Turn the corner to the north, and the house reveals 2 new surprising elements.

Like the bow of a ship, a rounded window juts off the southwest corner of the house, as if steering a course towards Warson Road.

Heading down the gently sloping hill of the vast backyard and looking up, the north side of the house is a long series of rectangles bisected by a minimalist rotunda!

Rising up on slender white columns and hovering out of the main house like a flying saucer, the glass rotunda is simply breathtaking.

Looking into the airy, light-drenched room, note the ribbon of transom windows at the ceiling line, and a sparse fireplace ringed in rust red marble. This view shows a bedroom entrance (above, right) the front entry and a peek into the living room proper (above, middle) and a door (above, left) that leads into a lounge.

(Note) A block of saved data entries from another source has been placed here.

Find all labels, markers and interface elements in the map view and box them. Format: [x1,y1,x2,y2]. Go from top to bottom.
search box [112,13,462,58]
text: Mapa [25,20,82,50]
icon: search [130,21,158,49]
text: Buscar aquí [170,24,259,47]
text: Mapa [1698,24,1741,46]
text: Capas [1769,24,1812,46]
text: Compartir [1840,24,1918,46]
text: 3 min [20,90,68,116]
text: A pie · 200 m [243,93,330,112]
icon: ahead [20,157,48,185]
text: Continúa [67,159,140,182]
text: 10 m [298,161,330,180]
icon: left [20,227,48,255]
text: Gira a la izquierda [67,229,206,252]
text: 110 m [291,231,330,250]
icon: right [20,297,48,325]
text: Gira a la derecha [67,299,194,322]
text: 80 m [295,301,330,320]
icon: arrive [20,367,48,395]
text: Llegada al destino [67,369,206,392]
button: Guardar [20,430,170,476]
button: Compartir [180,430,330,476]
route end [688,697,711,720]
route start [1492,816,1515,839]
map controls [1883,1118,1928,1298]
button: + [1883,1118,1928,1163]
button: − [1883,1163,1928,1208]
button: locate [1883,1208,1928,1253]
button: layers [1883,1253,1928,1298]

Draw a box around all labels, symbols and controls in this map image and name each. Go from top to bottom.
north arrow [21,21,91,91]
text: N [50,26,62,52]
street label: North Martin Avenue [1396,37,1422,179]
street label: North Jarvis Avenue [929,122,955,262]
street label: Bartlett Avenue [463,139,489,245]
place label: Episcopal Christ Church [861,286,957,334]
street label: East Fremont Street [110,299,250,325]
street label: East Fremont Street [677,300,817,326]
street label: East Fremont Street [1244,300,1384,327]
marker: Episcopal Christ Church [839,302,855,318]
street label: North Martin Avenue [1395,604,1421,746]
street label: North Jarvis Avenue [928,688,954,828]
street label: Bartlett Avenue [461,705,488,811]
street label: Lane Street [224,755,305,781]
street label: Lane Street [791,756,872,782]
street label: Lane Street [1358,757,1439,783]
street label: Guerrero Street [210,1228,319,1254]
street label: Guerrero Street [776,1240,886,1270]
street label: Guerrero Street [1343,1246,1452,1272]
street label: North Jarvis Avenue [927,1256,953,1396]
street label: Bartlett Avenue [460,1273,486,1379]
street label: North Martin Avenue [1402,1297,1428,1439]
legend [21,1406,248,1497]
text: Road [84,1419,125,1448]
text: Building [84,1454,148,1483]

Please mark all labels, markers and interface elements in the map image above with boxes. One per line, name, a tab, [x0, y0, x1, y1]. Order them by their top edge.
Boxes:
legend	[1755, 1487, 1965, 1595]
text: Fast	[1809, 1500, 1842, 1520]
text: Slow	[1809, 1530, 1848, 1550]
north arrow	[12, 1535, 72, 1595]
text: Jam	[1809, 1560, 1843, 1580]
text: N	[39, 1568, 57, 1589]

The outside curve of the rotunda provides a flowerbed, and functioning jalousie glass so breezes could waft in. The rotunda room is glorious, or as Claire Nowak-Boyd (who introduced me to the house) said, “I could live in (this) room for the rest of my life and be happy with just that.”

Pulling away from the surprising miracle of the rotunda, the northeast corner of the house has a covered patio, which is the outside extension of the lounge.

Two sides of the lounge are floor to ceiling glass. The wall shared with the rotunda room is flagstone punctuated by another fireplace. The fourth wall is a serious bar set up, which, of course, has a pass-thru window to the kitchen behind it. Seeing this room made me long for a dry double martini with two olives, and some bossa nova on the hi-fi. Past the extra-wide entrance is a better view of the living room. The lounge also has two sets of double doors, one leading to the afore-mentioned patio, and the other leading to the backyard.

Standing on the patio, here’s a detail of the back door leading into a mud room, which leads into the kitchen with its generous bank of windows.

Here’s the east-facing 3-car garage, and the upstairs bedroom story sits atop it. The house just keeps unfolding, adding new dimensions and textures yet never losing the thread. As I discovered and chronicled the house for the first time, I was nearly teary at how perfect it was, and my heart was breaking because of the reason I was here.

This house was days away from being demolished.

Typical story: a family wants a brand new McMansion Monster in an ultra-desirable neighborhood. They are willing to pay $1.5 million (according to St. Louis County records) for this house and grounds just to tear it down and build something brand new.

Michael Allen & Claire were helping a friend who had been given permission by the new owners to salvage all the metal cabinets in the kitchen. The demolition clock was ticking, so they had to work fast, and once the sun set, had to work by flashlight, since the electricity was already disconnected. Michael & Claire let me know I needed to go out and see and document this beautiful place before it became demolition dust.

Claire’s impassioned prose about the house they were salvaging in says it best:

“The lines of the house just work so well with each other and with the landscape around the house. The longer we spent in the house yesterday, the more surprises I discovered–a strange doorknob here, an interesting grain to the wood there, a curve on the edge of the ceiling here, the way the light from the line of six almost-ceiling-height transoms along a hallway moves through that hallway as the sun moves across the sky. There are four bedrooms, quite a few bathrooms. Every bathroom has marble in it, as do a number of windowsills. These are rare kinds of marble, too, cut into precisely streamlined modern shapes. The house even has a mini pond, in the shape of 3/4 of a circle wrapped around the interior corner of the entryway.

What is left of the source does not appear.